T’es plus dans le coup papa
Perdu en terre inconnue, loin de Paris et de la cour, le Marquis Jacques Antoine Saturnin d’Urfé, noble émissaire du Roi de France, trouve refuge dans une humble datcha où vit une famille de paysans qui, malgré sa modestie, l’accueille avec noblesse. Mais le visiteur poudré tombe bien mal : ses hôtes, sans nouvelles de leur père parti au combat, espèrent autant qu’ils redoutent son retour prochain. « Si jamais, ce dont Dieu vous garde, je revenais après six jours révolus, je vous ordonne de ne point me laisser entrer, quoi que je puisse dire ou faire, car je ne serais plus qu’un maudit Vourdalak », avait sentencieusement prévenu papa. Ça craint. Et ça craint d’autant plus que la carcasse de Gorcha est retrouvée au fond du jardin, et que le vieil homme a les crocs… Conte gothique et satirique, le premier long métrage d’Adrien Beau joue avec le style baroque, sa théâtralité et son symbolisme pour mieux parler d’une époque toxique où la figure tutélaire du père aveugle le monde. Le patriarcat, Adrien Beau le représente grabataire, la peau sur les os. Un cadavre vaniteux (doublé par le réalisateur lui-même) qui se cramponne à sa chaire; une effrayante marionnette (artisanale et réaliste) qui veut posséder tous les corps de la maisonnée et d’ailleurs. Le Marquis (excellent Kacey Mottet-Klein) est donc dans la mouise et va apprendre à ses dépends que ses privilèges ne lui seront d’aucun secours face au Vourdalak. Bye-bye l’immunité ! On rit, on frémit – le travail du son et les bruits de suçotements tiraillent et tendent. C’est entre Nosferatu, Le Bal des vampires et Les Contes de la Crypte que s’établit ce film bricolé, pittoresque et beau-bizarre, inspiré d’une nouvelle tombée aux oubliettes d’Alexeï Konstantinovich Tolstoï (l’autre). Présenté à la Settimana della Critica de Venise, dans le cadre d’une compétition globalement queer et féministe, Le Vourdalak associe donc folklore, mythe et métaphore à un soupçon de gore, et dénonce, d’une voix singulière, les monopoles, les tutelles, les décadents et les despotes.
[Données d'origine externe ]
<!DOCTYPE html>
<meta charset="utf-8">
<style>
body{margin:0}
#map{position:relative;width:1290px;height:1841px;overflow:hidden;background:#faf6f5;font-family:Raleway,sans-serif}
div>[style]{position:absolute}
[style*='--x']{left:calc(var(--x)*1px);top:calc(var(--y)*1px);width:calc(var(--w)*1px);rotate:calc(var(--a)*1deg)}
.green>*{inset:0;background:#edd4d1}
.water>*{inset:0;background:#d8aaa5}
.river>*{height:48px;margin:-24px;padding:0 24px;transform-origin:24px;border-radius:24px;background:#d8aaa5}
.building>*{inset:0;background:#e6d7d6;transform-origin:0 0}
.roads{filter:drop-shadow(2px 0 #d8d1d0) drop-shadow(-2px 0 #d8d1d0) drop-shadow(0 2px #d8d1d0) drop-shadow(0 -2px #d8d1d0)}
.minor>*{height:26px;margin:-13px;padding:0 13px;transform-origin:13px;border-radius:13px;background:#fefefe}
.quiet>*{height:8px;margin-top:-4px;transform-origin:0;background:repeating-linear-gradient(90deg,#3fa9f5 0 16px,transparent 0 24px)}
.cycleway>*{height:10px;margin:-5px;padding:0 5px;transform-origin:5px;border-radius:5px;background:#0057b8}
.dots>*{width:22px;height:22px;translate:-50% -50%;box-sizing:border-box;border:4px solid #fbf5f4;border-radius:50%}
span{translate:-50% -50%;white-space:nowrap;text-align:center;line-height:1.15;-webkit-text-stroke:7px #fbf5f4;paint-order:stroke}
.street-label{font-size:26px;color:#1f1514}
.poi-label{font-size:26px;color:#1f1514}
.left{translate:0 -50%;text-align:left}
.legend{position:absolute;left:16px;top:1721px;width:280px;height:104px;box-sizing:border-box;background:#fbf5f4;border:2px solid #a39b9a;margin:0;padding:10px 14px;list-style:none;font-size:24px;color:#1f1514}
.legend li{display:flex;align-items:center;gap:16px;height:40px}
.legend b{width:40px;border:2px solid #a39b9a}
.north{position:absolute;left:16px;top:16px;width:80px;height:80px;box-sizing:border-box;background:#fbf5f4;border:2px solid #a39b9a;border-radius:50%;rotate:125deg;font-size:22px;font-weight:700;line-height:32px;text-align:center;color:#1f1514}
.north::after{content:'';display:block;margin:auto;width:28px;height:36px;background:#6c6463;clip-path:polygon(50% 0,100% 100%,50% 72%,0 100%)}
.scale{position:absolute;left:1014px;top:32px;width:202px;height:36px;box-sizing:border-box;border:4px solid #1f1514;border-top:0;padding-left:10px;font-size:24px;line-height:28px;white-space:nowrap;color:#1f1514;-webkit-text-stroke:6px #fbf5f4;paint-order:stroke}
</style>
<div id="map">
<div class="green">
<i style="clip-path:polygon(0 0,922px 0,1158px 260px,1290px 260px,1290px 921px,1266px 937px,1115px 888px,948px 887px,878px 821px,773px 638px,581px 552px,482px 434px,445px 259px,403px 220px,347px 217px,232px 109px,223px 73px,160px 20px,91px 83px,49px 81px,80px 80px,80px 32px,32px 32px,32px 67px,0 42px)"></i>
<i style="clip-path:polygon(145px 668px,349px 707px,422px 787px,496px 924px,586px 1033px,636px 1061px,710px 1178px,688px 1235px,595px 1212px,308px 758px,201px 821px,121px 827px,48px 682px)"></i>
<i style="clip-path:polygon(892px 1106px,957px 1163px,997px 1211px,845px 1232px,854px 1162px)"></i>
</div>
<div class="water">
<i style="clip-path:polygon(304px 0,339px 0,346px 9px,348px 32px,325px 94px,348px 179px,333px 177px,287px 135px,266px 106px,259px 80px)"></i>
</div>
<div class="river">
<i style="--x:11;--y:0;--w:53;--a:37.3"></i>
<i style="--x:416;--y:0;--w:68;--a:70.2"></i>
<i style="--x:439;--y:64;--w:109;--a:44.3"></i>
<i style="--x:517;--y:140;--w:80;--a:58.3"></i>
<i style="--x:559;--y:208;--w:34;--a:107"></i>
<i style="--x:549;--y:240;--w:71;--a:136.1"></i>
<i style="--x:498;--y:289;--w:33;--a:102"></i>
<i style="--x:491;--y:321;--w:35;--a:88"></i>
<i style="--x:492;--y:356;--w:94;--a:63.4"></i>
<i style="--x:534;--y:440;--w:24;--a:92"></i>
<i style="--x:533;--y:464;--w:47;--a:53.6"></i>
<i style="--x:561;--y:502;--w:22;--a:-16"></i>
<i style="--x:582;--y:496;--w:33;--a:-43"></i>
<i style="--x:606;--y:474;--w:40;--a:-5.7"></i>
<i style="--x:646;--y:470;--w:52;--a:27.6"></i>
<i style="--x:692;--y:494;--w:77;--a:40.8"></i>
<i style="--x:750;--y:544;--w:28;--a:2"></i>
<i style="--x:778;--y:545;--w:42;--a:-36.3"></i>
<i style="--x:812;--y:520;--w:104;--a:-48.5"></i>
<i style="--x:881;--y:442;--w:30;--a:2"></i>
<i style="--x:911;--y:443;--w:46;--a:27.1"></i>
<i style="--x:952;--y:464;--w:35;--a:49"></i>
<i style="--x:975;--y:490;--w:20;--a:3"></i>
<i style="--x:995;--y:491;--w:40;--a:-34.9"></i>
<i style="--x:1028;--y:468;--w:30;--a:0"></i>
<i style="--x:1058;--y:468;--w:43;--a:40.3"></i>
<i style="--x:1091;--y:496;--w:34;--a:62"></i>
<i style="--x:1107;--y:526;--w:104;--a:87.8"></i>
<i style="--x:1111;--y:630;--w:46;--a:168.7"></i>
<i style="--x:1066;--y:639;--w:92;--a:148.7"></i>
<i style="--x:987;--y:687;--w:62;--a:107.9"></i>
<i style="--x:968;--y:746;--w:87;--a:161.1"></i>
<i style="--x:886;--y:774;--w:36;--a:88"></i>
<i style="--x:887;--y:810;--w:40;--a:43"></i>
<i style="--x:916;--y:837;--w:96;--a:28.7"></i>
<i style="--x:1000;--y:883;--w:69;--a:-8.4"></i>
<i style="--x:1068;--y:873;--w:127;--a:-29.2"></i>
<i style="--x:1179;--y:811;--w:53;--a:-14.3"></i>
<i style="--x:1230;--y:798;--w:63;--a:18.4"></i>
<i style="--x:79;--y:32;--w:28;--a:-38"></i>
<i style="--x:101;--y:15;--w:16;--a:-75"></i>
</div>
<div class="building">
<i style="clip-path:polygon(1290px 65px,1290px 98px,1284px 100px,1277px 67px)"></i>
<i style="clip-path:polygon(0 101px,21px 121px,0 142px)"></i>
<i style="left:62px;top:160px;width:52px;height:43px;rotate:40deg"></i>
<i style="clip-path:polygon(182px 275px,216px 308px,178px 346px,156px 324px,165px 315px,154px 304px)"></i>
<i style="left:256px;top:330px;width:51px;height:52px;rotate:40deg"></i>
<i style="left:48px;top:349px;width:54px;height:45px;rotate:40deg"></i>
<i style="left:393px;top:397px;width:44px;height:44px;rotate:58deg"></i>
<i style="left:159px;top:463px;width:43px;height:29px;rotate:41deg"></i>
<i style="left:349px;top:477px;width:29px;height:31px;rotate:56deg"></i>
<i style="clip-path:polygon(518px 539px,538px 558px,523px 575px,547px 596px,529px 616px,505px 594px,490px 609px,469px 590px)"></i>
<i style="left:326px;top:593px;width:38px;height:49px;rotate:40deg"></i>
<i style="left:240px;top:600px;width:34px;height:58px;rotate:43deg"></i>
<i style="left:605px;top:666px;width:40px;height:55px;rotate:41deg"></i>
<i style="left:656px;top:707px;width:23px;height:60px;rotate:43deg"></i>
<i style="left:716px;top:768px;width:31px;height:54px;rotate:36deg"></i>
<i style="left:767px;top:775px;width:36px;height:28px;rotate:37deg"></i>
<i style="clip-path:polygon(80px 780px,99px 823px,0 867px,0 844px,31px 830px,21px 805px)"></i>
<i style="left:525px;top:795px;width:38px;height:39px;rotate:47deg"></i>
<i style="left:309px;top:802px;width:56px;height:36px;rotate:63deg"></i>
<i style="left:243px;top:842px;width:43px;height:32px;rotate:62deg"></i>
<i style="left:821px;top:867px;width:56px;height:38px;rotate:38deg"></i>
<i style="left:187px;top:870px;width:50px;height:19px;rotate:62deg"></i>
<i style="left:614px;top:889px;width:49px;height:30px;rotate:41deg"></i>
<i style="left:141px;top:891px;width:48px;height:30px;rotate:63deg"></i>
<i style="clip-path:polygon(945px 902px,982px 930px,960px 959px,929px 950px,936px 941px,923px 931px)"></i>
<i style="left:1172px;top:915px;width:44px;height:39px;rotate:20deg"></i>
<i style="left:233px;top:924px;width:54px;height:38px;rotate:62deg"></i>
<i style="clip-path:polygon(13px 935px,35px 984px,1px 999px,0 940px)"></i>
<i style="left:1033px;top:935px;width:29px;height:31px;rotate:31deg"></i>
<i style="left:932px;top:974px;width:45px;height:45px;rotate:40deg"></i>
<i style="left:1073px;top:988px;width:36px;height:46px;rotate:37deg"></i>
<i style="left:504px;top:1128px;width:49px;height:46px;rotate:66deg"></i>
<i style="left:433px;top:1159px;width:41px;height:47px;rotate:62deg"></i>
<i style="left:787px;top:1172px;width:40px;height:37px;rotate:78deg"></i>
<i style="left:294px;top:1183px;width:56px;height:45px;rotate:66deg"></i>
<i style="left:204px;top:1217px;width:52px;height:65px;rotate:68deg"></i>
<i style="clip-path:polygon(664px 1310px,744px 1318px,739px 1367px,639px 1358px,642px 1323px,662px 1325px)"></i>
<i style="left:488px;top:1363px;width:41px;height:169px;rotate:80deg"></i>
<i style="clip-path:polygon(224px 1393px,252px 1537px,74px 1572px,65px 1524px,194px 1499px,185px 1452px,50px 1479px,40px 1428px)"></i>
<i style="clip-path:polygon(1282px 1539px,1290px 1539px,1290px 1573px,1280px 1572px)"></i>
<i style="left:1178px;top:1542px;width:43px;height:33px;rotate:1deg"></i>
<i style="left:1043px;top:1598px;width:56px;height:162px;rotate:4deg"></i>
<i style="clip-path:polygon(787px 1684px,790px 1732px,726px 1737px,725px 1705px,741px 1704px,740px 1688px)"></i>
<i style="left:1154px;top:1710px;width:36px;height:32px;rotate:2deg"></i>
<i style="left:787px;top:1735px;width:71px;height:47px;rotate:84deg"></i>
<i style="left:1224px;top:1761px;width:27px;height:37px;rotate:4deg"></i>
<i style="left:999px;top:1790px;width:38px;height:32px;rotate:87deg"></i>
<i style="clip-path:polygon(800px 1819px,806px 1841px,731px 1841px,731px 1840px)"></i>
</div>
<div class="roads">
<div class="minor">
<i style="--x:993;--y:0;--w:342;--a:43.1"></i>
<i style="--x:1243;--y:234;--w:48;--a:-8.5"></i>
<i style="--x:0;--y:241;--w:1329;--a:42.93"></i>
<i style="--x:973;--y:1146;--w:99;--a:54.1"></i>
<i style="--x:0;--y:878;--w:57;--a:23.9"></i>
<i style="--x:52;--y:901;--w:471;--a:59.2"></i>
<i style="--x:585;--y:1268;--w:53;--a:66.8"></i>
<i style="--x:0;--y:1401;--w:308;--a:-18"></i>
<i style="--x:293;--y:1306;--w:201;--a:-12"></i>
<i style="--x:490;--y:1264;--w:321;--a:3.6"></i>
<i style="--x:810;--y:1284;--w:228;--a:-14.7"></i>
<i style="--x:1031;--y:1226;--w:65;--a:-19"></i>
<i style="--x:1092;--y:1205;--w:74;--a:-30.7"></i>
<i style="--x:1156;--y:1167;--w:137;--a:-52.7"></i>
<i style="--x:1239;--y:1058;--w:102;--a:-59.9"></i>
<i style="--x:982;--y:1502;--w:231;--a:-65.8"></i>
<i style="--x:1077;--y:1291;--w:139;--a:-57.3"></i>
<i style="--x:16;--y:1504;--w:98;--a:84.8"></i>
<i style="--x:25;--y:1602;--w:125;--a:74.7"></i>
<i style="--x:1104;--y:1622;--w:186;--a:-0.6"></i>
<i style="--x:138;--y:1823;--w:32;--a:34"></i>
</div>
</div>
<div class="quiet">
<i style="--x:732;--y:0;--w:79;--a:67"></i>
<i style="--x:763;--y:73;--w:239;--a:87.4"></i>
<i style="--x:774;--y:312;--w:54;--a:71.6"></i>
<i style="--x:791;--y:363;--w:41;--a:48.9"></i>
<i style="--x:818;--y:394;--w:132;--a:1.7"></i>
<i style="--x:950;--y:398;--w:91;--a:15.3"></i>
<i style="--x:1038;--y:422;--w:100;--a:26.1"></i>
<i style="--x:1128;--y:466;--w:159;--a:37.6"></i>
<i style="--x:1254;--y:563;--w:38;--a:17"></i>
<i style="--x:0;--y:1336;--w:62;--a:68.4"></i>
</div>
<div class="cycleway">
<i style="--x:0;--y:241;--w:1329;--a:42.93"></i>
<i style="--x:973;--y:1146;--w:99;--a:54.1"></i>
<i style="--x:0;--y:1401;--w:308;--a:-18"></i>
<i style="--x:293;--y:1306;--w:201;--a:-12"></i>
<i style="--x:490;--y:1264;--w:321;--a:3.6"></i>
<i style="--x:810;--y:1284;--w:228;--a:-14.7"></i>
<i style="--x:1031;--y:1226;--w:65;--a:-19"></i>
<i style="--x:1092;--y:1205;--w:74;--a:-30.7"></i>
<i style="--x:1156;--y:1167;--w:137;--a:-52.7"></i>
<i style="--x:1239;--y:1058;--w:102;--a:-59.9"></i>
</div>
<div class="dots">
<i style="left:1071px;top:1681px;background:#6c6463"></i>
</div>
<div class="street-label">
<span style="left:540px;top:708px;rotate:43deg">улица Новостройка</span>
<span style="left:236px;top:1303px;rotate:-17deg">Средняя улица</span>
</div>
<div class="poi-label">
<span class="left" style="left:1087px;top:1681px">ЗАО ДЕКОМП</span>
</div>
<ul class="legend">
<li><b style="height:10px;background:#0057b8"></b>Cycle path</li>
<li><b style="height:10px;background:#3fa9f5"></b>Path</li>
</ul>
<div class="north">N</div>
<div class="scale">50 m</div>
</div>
Adrien Beau signe un premier film fantastique qui a des tripes et du tempérament, à l’image du grand final qu’il nous réserve, pétulant, narquois comme un sourire. Une proposition originale, kitsch et décalée qui vaut franchement le coup d’œil.
Réalisé par Adrien Beau. Avec Kacey Mottet-Klein, Ariane Labed, Grégoire Colin, Vassili Schneider … Durée : 1H31. En salles le 25 octobre 2023.